Sitemaps
Just like the name says, a sitemap is a map to a web site. Simple. Really, just a list of links that point to all the pages. There are two kinds of sitemap we’ll discuss here: HTML and XML. Today, we’ll focus on HTML sitemaps; next Thursday, we’ll get into the more exotic XML variety.
HTML sitemaps are placed on a regular web page and typically linked from the home page. Conceivably, this sort of reference could prove useful for people who are looking for specific information on a large or complex site. And in fact, up to 25% of internet users used to rely on sitemaps at least some of the time to find content. I say “used to” because that number hit its height in about 2002. Since then, there has been a steady decline in sitemap use to around 7% in 2008 to its current level of something somewhat less. So if nobody’s really using your HTML sitemap, why do you need it?
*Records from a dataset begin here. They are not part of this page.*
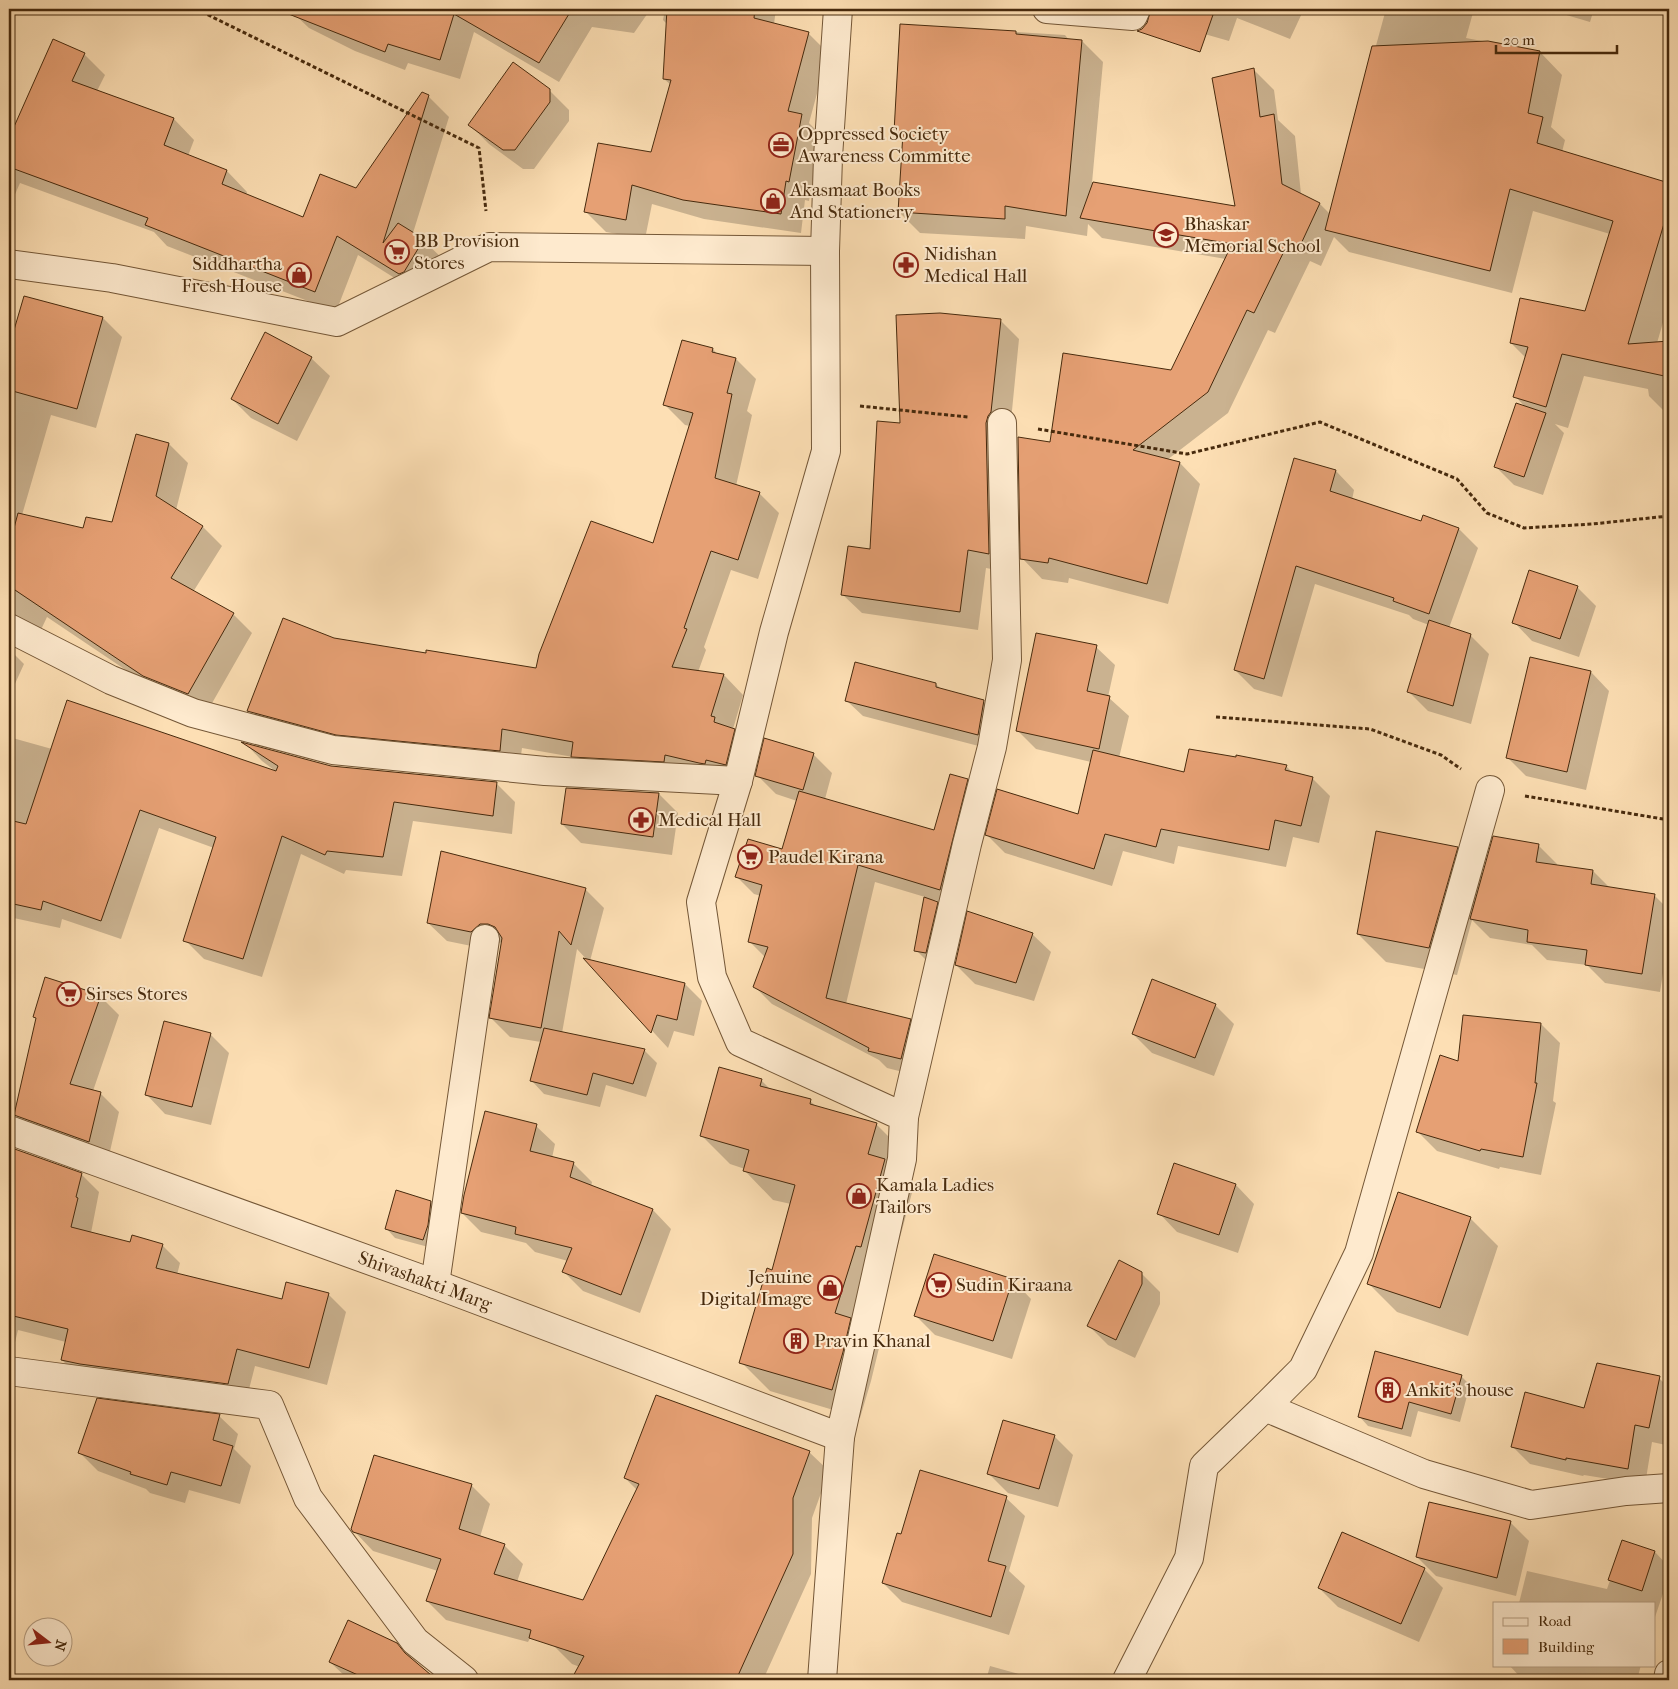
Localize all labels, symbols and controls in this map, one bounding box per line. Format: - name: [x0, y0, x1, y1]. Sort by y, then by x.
- scale bar: [1496, 22, 1617, 54]
- text: 20 m: [1503, 31, 1535, 49]
- place label: Oppressed Society Awareness Committe: [797, 123, 971, 167]
- office icon: Oppressed Society Awareness Committe: [768, 132, 794, 158]
- place label: Akasmaat Books And Stationery: [789, 179, 920, 223]
- shop icon: Akasmaat Books And Stationery: [760, 188, 786, 214]
- place label: Bhaskar Memorial School: [1184, 213, 1321, 257]
- school or university icon: Bhaskar Memorial School: [1153, 222, 1179, 248]
- place label: BB Provision Stores: [414, 230, 520, 274]
- supermarket icon: BB Provision Stores: [384, 239, 410, 265]
- place label: Nidishan Medical Hall: [924, 243, 1027, 287]
- pharmacy icon: Nidishan Medical Hall: [893, 252, 919, 278]
- place label: Siddhartha Fresh House: [181, 253, 282, 297]
- shop icon: Siddhartha Fresh House: [286, 262, 312, 288]
- pharmacy icon: Medical Hall: [628, 807, 654, 833]
- place label: Medical Hall: [658, 809, 761, 831]
- supermarket icon: Paudel Kirana: [737, 844, 763, 870]
- place label: Paudel Kirana: [768, 846, 884, 868]
- supermarket icon: Sirses Stores: [56, 981, 82, 1007]
- place label: Sirses Stores: [86, 983, 187, 1005]
- place label: Kamala Ladies Tailors: [876, 1174, 994, 1218]
- shop icon: Kamala Ladies Tailors: [846, 1183, 872, 1209]
- street label: Shivashakti Marg: [355, 1247, 496, 1316]
- place label: Jenuine Digital Image: [700, 1266, 812, 1310]
- supermarket icon: Sudin Kiraana: [926, 1272, 952, 1298]
- place label: Sudin Kiraana: [956, 1274, 1073, 1296]
- shop icon: Jenuine Digital Image: [817, 1275, 843, 1301]
- building icon: Pravin Khanal: [783, 1328, 809, 1354]
- place label: Pravin Khanal: [814, 1330, 931, 1352]
- building icon: Ankit's house: [1375, 1377, 1401, 1403]
- place label: Ankit's house: [1405, 1379, 1514, 1401]
- legend: [1493, 1602, 1656, 1666]
- text: Road: [1538, 1612, 1572, 1630]
- north arrow: [22, 1616, 72, 1666]
- text: N: [50, 1638, 70, 1653]
- text: Building: [1538, 1638, 1595, 1656]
The answer is, of course, search marketing. Search spiders aren’t very smart (as we’ve noted here before). They have trouble following certain kinds of links and reading some sorts of link text. Sometimes they get trapped in loops they can’t get out of. Sometimes they index vast numbers of dynamically generated pages that don’t really exist. Sometimes they skip entire sections of a site. An HTML sitemap—properly designed—provides an easy set of pathways into the site for spiders to follow.
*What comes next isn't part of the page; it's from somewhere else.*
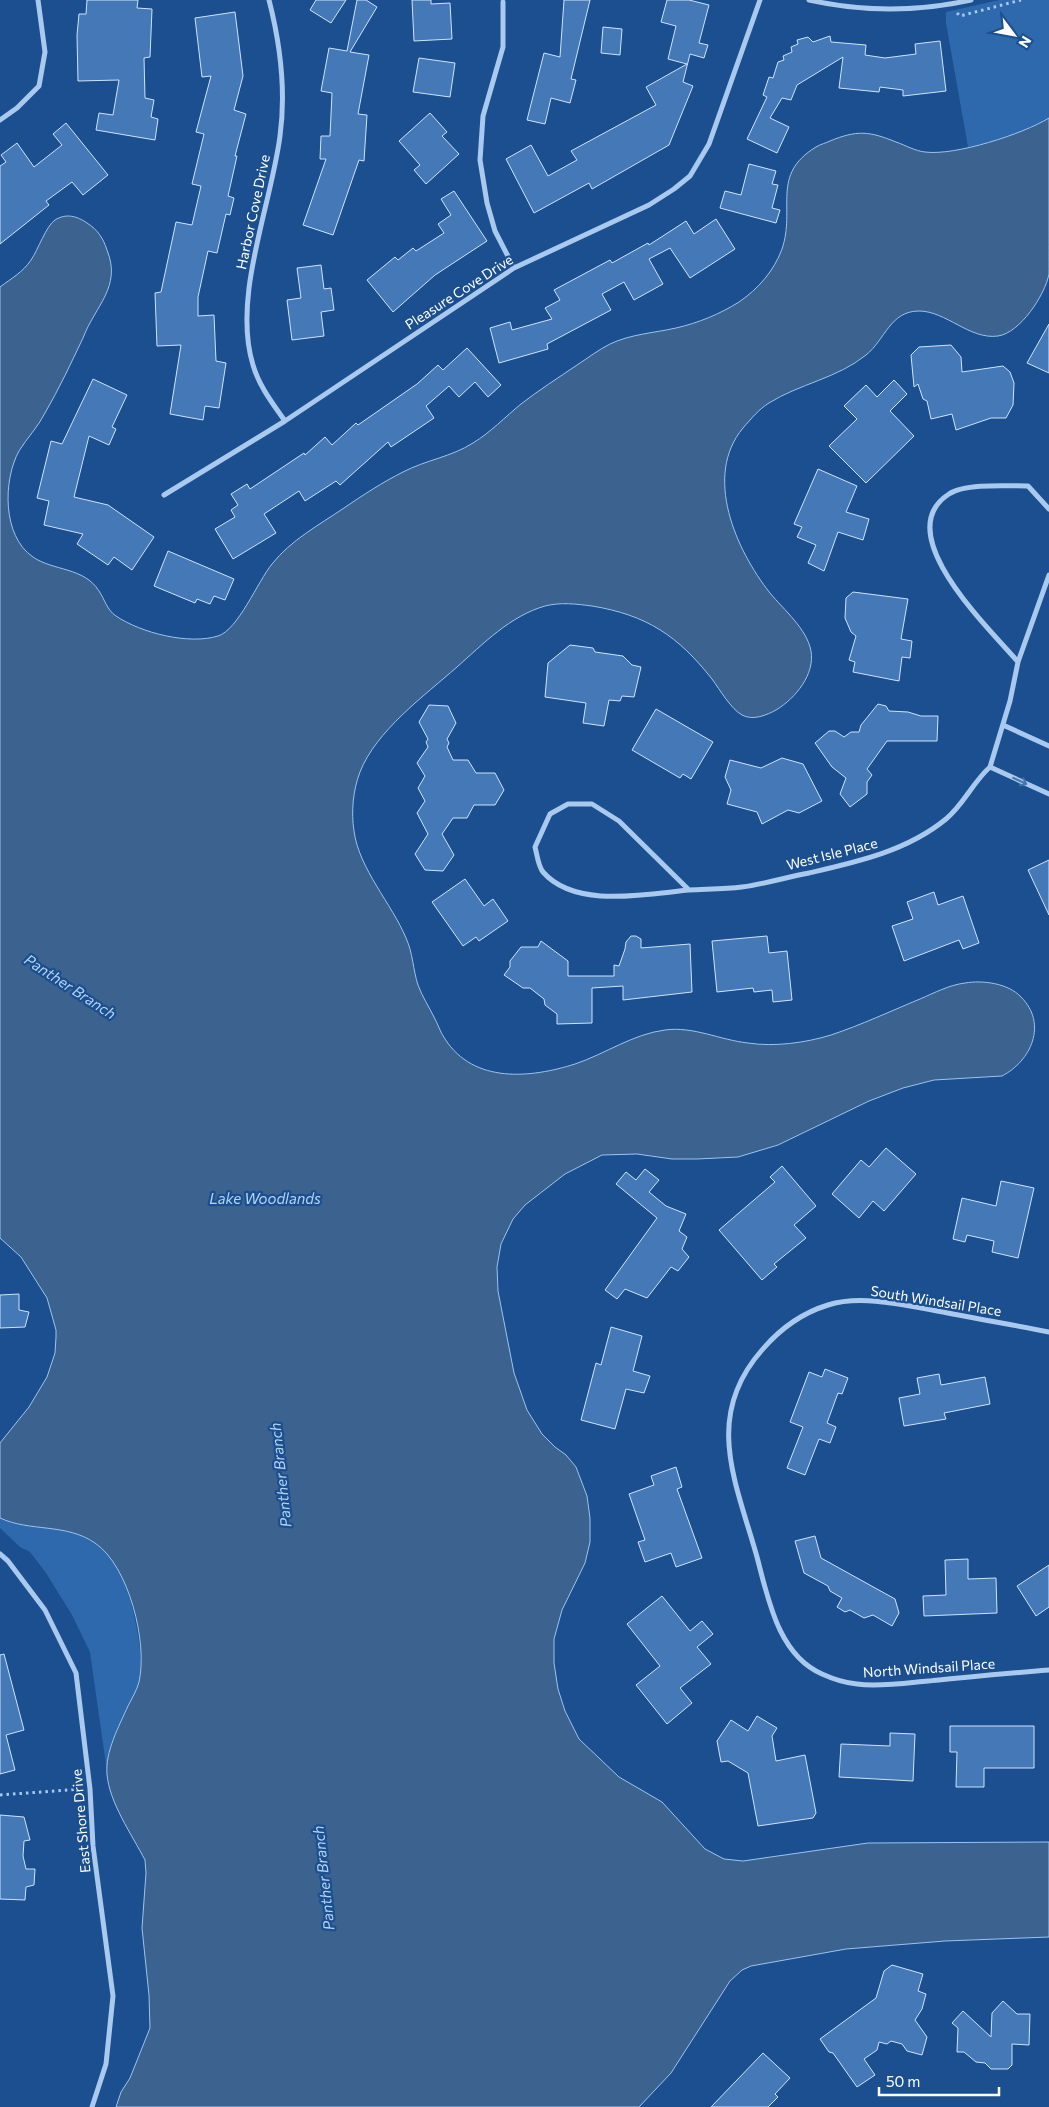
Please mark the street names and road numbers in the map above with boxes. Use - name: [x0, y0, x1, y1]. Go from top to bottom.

And by properly designed, we mean that HTML sitemaps should:
- be made of nothing but text links.
- contain no links other than the map links (no need for normal page navigation here).
- be built on a logical structure
- contain no more than 50 links per page*—if you have more links than that, you should separate your sitemaps into multiple levels. For instance, you can make sitemap_1 with links for category and sub category only and with additional links to sub-category/product pages. Or, you can break them into multiple pages based on a simple alphabetical sort. Or whatever. Just be sure to link multiple sitemaps to each other.
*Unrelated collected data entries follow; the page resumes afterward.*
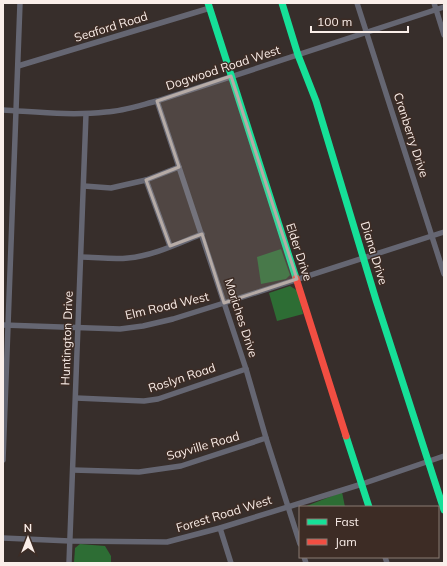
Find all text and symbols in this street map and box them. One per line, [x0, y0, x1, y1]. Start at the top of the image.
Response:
street label: Seaford Road [72, 8, 149, 45]
scale bar [311, 8, 408, 34]
text: 100 m [317, 14, 352, 29]
street label: Dogwood Road West [164, 42, 282, 93]
street label: Cranberry Drive [391, 91, 432, 179]
street label: Diana Drive [358, 219, 391, 286]
street label: Elder Drive [283, 221, 316, 283]
street label: Moriches Drive [222, 277, 261, 359]
street label: Elm Road West [124, 289, 210, 322]
street label: Huntington Drive [57, 290, 76, 386]
street label: Roslyn Road [146, 360, 217, 395]
street label: Sayville Road [165, 428, 241, 463]
street label: Forest Road West [174, 492, 273, 535]
legend [299, 506, 439, 558]
text: Fast [335, 514, 359, 529]
north arrow [8, 518, 48, 558]
text: N [24, 521, 32, 535]
text: Jam [335, 534, 357, 549]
- be prominently linked from the home page. Sitemap links in the footer are okay as long as there isn’t much content above it on the page. We prefer linking to sitemap from above the main header whenever possible.
- be kept up to date. Larger sites should consider investing in scripts or other technology to automate their sitemaps. Generating them dynamically will ensure that the links are always current.
- be linked from every indexable page on the site. If a spider comes into your site for the first time from somewhere in the deep pages, this will help it crawl back up the structure to find the rest of them.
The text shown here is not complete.